Muchos de ellos fueron agrupados en la edición de Baudelaire preparada por José Antonio Millán y Javier del Prado para la Biblioteca de Literatura Universal -que seguía el texto de La Pléiade- con el título de Pensamientos y notas autobiográficas, pero la mayor parte de las veces han sido publicados como Diarios íntimos, forzando el sentido de lo que entendemos por tales en una tradición tan dada a la introspección como la francesa. Tan "ingrato nombre", dice Kavi, se debe a los primeros editores de los fragmentos, que no respetaron el orden ni incluyeron todas las hojas, además de proponer ese título equívoco que no refleja de ninguna manera las intenciones del poeta. De modo que junto a Proyectiles (otras veces traducido como Cohetes), Higiene o Mi corazón al desnudo, las tres secciones de mayor enjundia, aparecen aquí listas de títulos o proyectos, aforismos, apuntes y borradores que es preciso leer con cautela, teniendo en cuenta las penosas condiciones de Baudelaire en los últimos años y el hecho evidente de que no conforman un discurso acabado. A este respecto, los mencionados editores del volumen de la BLU prevenían contra el fetichismo literario o los excesos de la crítica exhibicionista, pero no está clara la frontera entre lo que debe o no ser publicado y mucho menos que la cuestión deba llevarse al terreno moral.

Muchos de estos fragmentos son apenas líneas sueltas, pero si los leemos es por venir de un autor -ello ocurre con muy pocos- del que interesa todo, el libro concluido y la anotación volandera, la obra cimera y el boceto previo, el garabato apresurado o la glosa en el margen. Luego, además de los dibujos, que no pasarán a la historia del arte pero aportan un aliciente no pequeño, el volumen ofrece también, en apéndice, la famosa página de Poe en la que el norteamericano retaba a un "hombre ambicioso" -Baudelaire, claro, recogería el guante- a escribir un "pequeño libro" que se titulara Mi corazón al desnudo: "Nunca ningún hombre tendrá el coraje de hacerlo. Ningún hombre podría escribirlo, aun si tuviera el coraje. El papel se haría polvo y se consumiría al contacto de su pluma en llamas". Más un breve y sugerente ensayo del propio Kavi, La teología secreta de Baudelaire, donde el autor define la del poeta francés como una tarea encaminada a la reconstrucción de un orden precario y siempre amenazado de derribo, con palabras que son "la oculta celebración de un sacrificio" destinado a restituir el esplendor perdido.

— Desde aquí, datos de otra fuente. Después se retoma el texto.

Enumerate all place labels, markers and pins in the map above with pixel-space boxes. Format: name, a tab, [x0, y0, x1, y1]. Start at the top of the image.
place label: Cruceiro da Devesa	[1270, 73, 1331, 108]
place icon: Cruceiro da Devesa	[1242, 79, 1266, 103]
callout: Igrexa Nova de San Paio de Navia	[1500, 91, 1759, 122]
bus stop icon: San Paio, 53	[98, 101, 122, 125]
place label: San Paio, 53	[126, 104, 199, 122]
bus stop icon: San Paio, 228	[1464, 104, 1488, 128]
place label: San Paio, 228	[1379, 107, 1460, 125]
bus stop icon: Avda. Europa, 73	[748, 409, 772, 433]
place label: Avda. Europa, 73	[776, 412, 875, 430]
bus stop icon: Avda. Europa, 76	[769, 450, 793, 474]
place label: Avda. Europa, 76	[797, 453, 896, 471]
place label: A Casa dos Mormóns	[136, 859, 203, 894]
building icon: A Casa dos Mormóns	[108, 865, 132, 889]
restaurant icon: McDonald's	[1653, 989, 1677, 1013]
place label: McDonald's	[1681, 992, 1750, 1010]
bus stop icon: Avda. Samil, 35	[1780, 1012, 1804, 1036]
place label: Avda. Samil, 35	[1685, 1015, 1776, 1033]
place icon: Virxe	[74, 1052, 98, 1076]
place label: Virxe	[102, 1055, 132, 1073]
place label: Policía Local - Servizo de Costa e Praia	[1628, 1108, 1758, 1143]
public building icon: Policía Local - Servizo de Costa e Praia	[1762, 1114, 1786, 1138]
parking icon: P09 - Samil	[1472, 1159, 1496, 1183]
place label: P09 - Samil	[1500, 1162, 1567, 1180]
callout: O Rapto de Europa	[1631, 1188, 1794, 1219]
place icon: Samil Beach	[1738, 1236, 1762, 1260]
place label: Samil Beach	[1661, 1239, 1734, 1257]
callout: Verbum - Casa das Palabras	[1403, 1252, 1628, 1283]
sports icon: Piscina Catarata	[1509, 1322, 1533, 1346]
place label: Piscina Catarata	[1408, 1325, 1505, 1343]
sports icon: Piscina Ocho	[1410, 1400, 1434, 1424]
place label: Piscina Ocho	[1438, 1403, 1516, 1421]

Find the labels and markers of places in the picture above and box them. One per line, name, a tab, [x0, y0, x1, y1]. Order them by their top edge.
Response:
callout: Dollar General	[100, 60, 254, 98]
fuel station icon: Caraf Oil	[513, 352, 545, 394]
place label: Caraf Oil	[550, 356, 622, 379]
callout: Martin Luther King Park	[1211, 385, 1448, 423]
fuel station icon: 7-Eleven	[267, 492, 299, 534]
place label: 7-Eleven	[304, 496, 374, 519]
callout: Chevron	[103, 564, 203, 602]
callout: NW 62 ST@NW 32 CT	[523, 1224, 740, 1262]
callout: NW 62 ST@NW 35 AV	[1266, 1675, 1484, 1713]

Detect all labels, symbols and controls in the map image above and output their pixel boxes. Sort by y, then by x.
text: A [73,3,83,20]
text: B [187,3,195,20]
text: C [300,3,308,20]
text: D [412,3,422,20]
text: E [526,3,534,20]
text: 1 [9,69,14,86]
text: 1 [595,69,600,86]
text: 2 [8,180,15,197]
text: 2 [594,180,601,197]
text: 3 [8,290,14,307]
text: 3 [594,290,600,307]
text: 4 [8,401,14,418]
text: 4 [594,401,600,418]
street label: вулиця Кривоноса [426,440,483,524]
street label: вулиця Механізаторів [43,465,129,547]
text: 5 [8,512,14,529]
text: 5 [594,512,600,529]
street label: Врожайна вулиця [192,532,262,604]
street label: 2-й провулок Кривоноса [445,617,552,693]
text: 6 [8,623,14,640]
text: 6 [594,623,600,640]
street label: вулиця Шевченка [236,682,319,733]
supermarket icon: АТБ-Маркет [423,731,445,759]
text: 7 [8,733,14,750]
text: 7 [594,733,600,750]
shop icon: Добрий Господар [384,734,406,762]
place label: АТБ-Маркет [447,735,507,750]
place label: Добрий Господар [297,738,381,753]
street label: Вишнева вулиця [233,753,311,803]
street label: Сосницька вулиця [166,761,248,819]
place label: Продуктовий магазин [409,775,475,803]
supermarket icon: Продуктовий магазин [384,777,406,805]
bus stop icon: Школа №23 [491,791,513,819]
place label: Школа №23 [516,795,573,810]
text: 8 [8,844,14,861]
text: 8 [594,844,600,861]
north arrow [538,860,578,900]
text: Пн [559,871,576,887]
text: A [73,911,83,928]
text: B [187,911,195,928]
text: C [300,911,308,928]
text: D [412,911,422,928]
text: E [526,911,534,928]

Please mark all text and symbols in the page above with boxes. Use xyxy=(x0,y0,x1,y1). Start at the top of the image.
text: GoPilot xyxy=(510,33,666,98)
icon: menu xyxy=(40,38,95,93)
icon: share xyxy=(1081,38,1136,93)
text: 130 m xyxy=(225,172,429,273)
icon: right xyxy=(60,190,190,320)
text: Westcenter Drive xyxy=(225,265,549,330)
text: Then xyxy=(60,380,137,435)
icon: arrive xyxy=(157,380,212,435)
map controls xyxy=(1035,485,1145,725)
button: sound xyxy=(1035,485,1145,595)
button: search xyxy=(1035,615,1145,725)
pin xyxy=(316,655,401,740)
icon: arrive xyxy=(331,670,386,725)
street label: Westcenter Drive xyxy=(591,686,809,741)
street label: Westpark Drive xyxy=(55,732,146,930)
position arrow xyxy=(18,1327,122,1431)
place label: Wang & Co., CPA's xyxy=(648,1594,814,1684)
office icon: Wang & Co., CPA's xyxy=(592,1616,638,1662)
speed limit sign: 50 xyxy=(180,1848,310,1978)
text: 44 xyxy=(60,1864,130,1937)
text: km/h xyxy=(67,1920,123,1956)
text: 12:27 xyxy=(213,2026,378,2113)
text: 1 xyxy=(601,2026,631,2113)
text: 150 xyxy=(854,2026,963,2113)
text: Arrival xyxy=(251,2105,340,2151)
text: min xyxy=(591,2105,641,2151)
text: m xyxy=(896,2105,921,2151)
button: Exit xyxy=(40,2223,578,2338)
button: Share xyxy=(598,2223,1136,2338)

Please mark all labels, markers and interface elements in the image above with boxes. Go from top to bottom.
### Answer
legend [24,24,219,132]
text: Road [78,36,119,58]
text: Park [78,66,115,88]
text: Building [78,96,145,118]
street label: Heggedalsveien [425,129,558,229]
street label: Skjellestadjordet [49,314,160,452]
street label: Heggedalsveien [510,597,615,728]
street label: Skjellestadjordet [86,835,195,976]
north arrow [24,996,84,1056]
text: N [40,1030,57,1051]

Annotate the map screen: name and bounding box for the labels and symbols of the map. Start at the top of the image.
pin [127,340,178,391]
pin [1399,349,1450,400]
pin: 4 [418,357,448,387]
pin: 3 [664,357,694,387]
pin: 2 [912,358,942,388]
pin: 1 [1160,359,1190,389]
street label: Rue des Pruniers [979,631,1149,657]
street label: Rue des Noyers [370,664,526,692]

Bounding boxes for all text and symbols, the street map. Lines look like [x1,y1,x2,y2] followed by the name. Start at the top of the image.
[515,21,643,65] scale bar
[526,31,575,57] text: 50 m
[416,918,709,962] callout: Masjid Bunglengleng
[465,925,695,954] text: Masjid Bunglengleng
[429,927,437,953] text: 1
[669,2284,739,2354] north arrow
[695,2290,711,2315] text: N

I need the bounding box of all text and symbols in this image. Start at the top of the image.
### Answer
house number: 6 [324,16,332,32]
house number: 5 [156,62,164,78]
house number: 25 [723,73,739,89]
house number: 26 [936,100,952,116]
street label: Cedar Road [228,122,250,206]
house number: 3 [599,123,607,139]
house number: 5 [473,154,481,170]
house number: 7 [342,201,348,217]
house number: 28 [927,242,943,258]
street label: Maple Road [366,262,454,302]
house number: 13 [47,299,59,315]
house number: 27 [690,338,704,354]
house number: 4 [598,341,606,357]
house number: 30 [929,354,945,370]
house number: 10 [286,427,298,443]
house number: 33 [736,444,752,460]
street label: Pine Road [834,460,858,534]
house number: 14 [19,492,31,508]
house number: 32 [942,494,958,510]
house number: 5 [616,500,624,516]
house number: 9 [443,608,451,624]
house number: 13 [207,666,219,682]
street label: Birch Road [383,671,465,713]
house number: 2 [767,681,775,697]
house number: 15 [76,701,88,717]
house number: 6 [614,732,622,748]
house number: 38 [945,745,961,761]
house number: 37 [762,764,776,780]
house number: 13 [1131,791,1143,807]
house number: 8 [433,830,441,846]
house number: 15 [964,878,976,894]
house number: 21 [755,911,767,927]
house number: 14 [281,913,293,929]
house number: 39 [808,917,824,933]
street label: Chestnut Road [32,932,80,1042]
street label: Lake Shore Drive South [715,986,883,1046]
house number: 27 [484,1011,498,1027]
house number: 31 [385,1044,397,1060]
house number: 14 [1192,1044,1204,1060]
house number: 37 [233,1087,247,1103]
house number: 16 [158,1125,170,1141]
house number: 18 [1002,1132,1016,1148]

A veces Baudelaire se muestra enojosamente cercano a su caricatura, cuando flirtea con el satanismo, las drogas y demás zarandajas, pero son sólo resbalones porque de repente, a la vuelta de la página, nos encontramos con la lucidez desesperada de quien sabe que su vida se acaba y no ha logrado hacer -luchó siempre por imponerse la disciplina a la que no tendía por naturaleza- todo lo que habría podido. Decía Borges que el infierno -o el demonio- de los malditos tenía el inconveniente de mostrar que en el fondo, pese al aparatoso despliegue de medios, era para ellos un asunto sin importancia. Como ya no creían en él, simulaban adorarlo. Pero Baudelaire fue un escritor inteligente, de hecho un visionario, y por eso -porque su malditismo no era más que una máscara- su obra ocupa un lugar muy distinto del que la posteridad ha reservado, con toda justicia, a los ejercicios de quienes convirtieron lo accesorio en su principal o única aportación a la literatura del siglo. Como esas piedras extrañas que explican los misterios de la evolución, Baudelaire es un raro diamante en el que podemos apreciar, mientras está sucediendo, el nacimiento de la modernidad, de ahí que cualquier lasca desprendida -por pequeña que sea- alcance un valor extraordinario.